* Assignment *
Filter the data for lines with the word "bottom", then copy every line so identified.

╭─ Material for the task

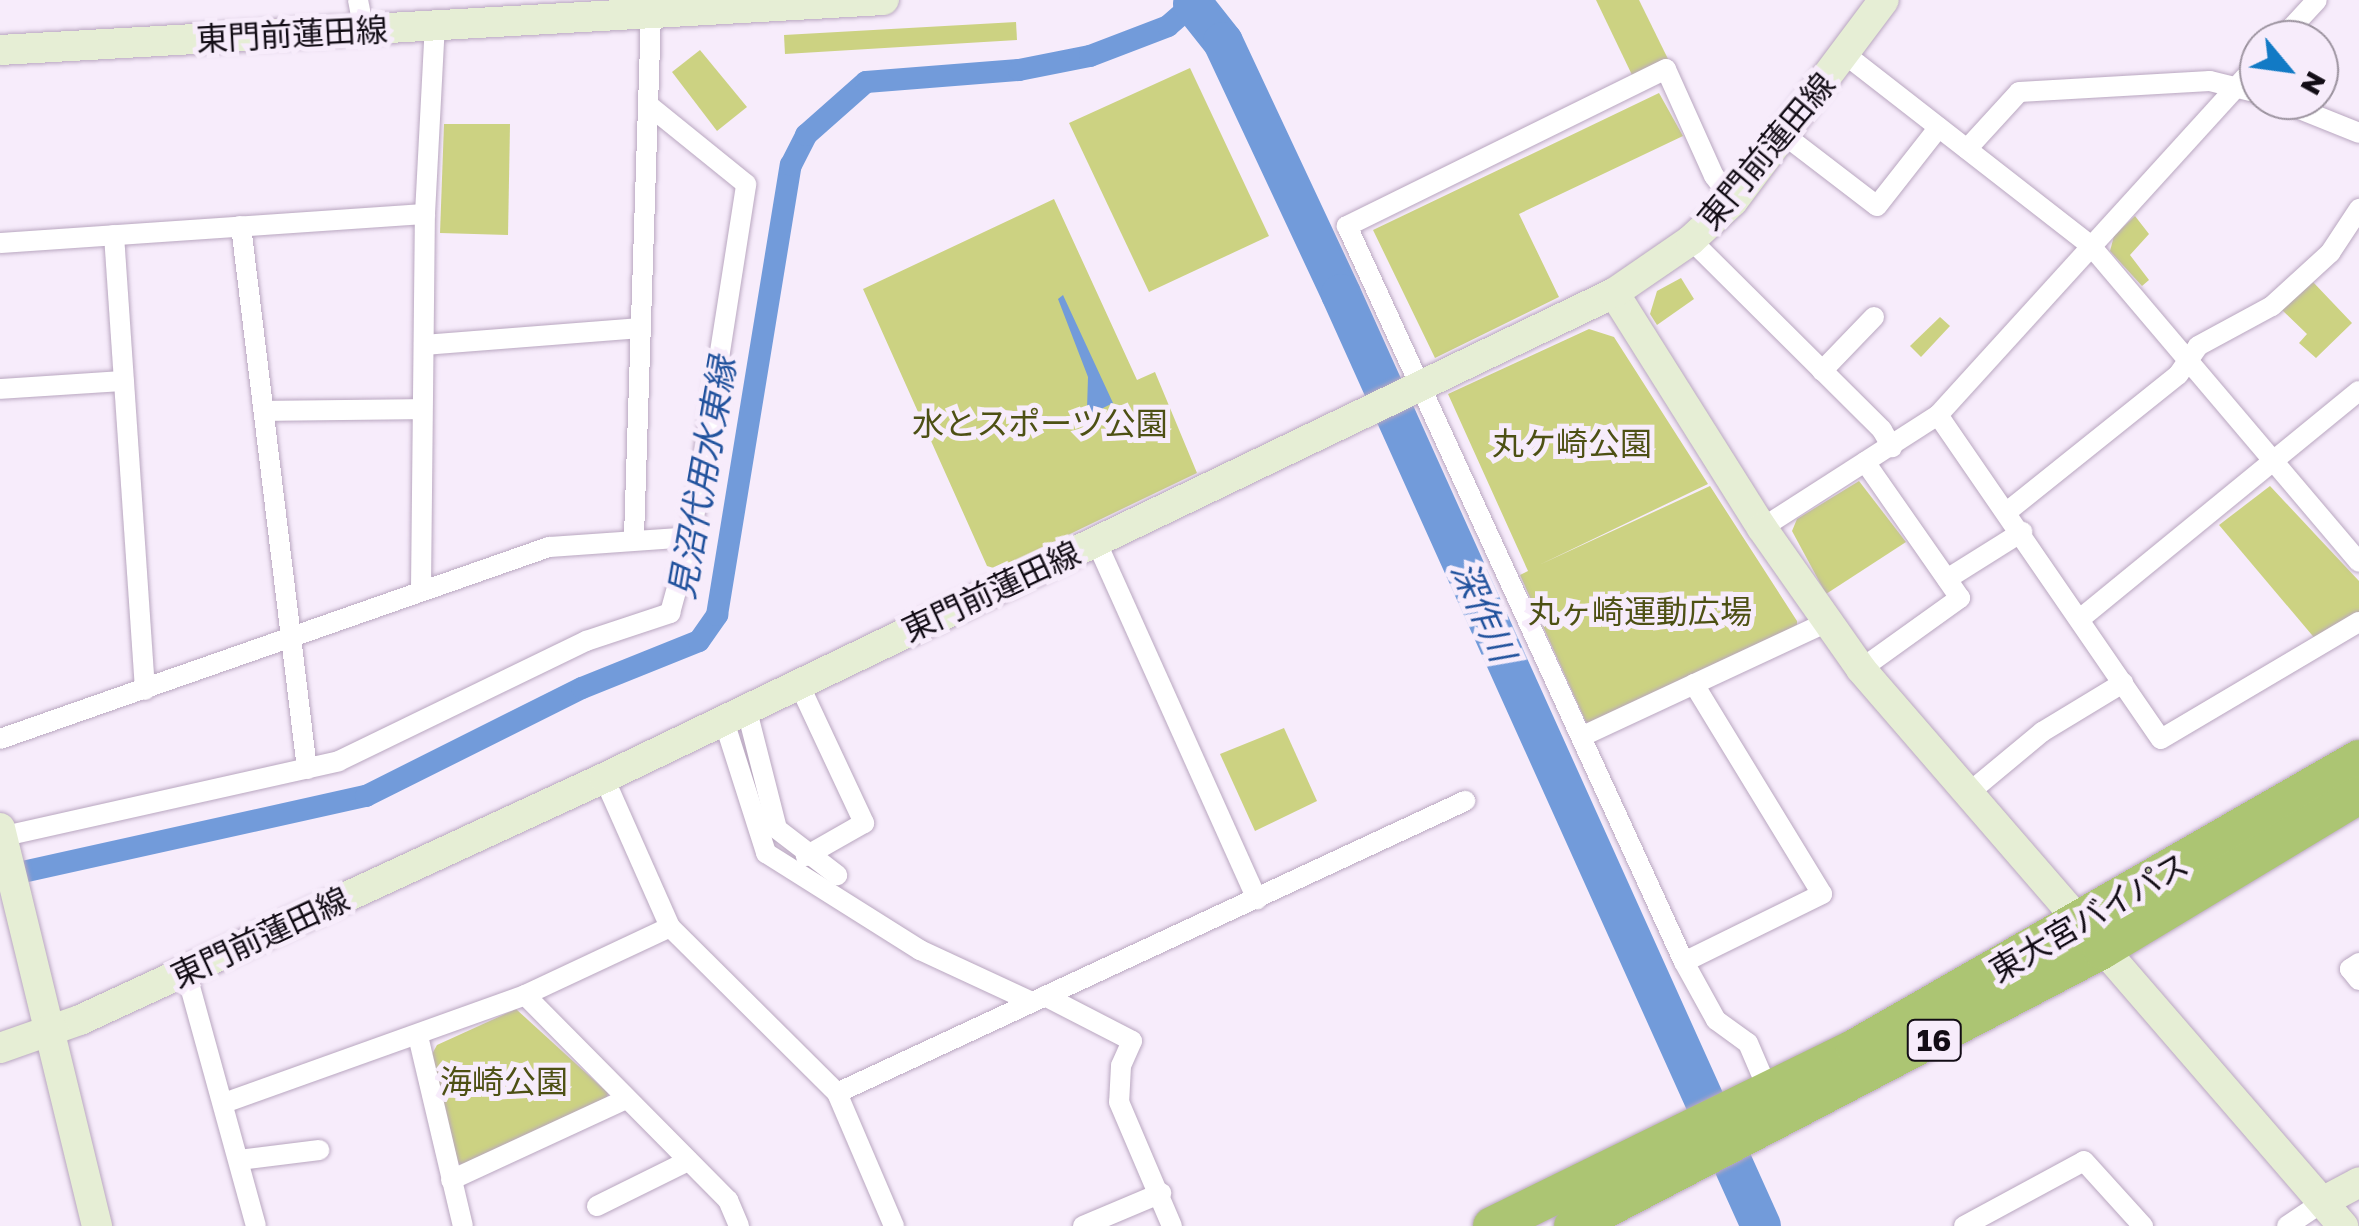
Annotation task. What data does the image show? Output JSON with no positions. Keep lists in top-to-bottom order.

╰─
╭─ Material for the task

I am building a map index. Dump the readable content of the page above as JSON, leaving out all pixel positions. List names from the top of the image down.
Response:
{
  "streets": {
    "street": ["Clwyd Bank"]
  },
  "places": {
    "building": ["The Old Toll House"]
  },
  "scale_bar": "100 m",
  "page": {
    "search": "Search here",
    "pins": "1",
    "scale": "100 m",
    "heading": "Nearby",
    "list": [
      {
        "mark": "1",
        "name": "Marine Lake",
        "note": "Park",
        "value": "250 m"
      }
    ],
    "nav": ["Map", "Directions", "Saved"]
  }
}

╰─
╭─ Material for the task

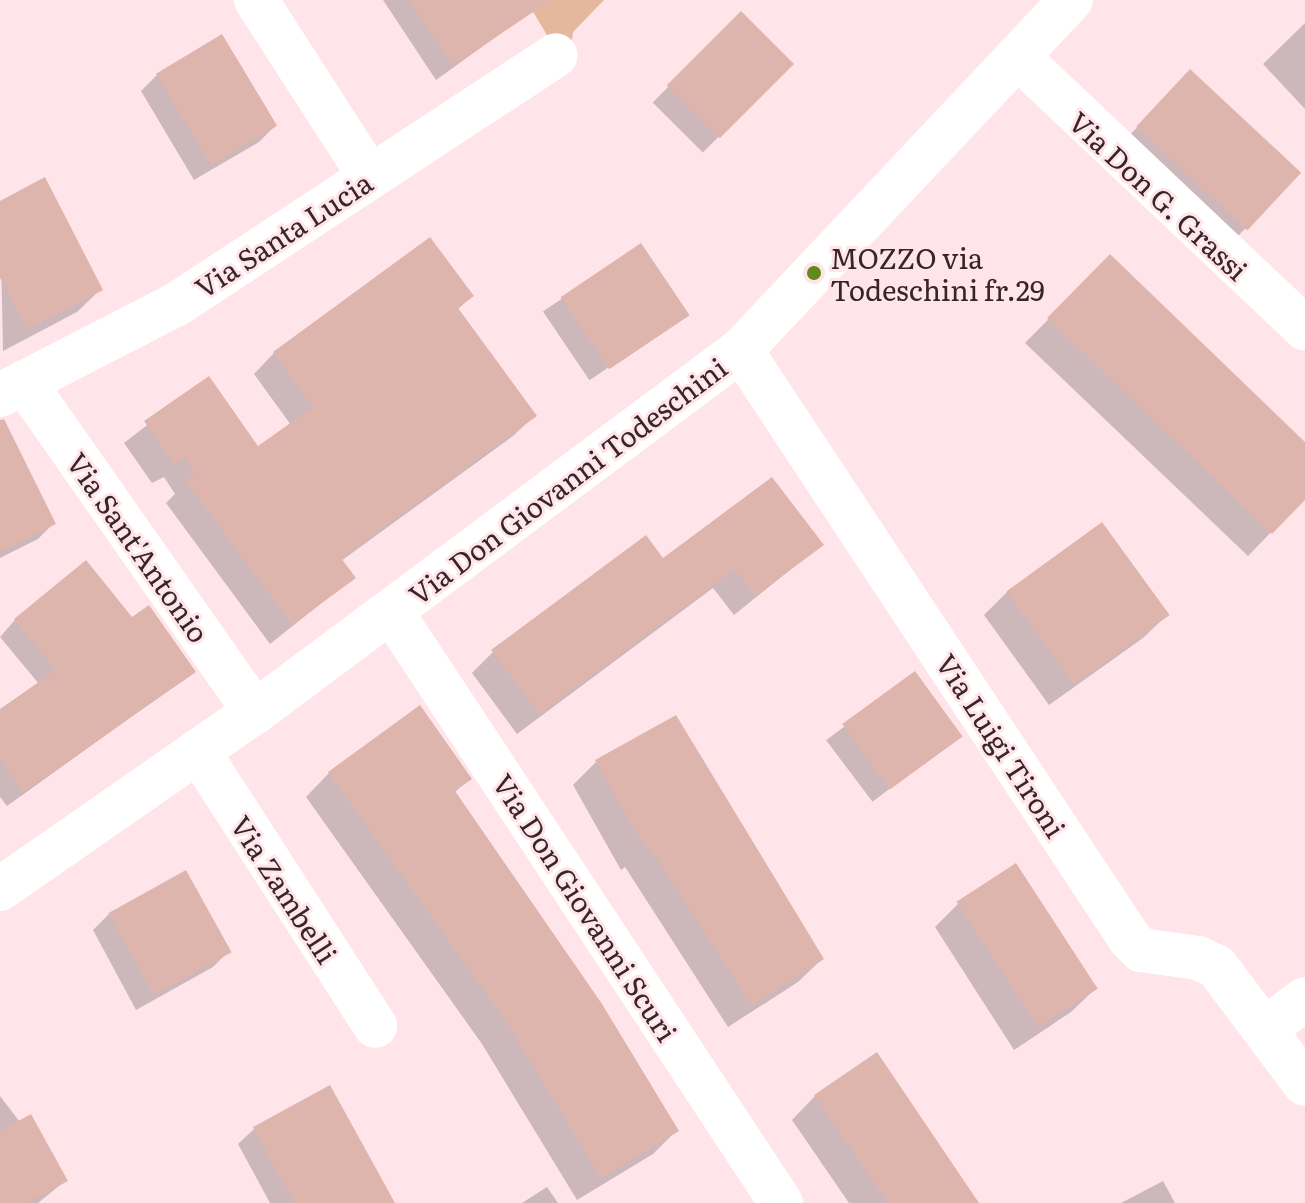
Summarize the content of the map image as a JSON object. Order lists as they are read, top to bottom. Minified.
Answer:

╰─

* Answer to this problem *
Annotation task. What data does the image show? Output JSON with no positions. Keep lists in top-to-bottom order.
Summarize the content of the map image as a JSON object. Order lists as they are read, top to bottom. Minified.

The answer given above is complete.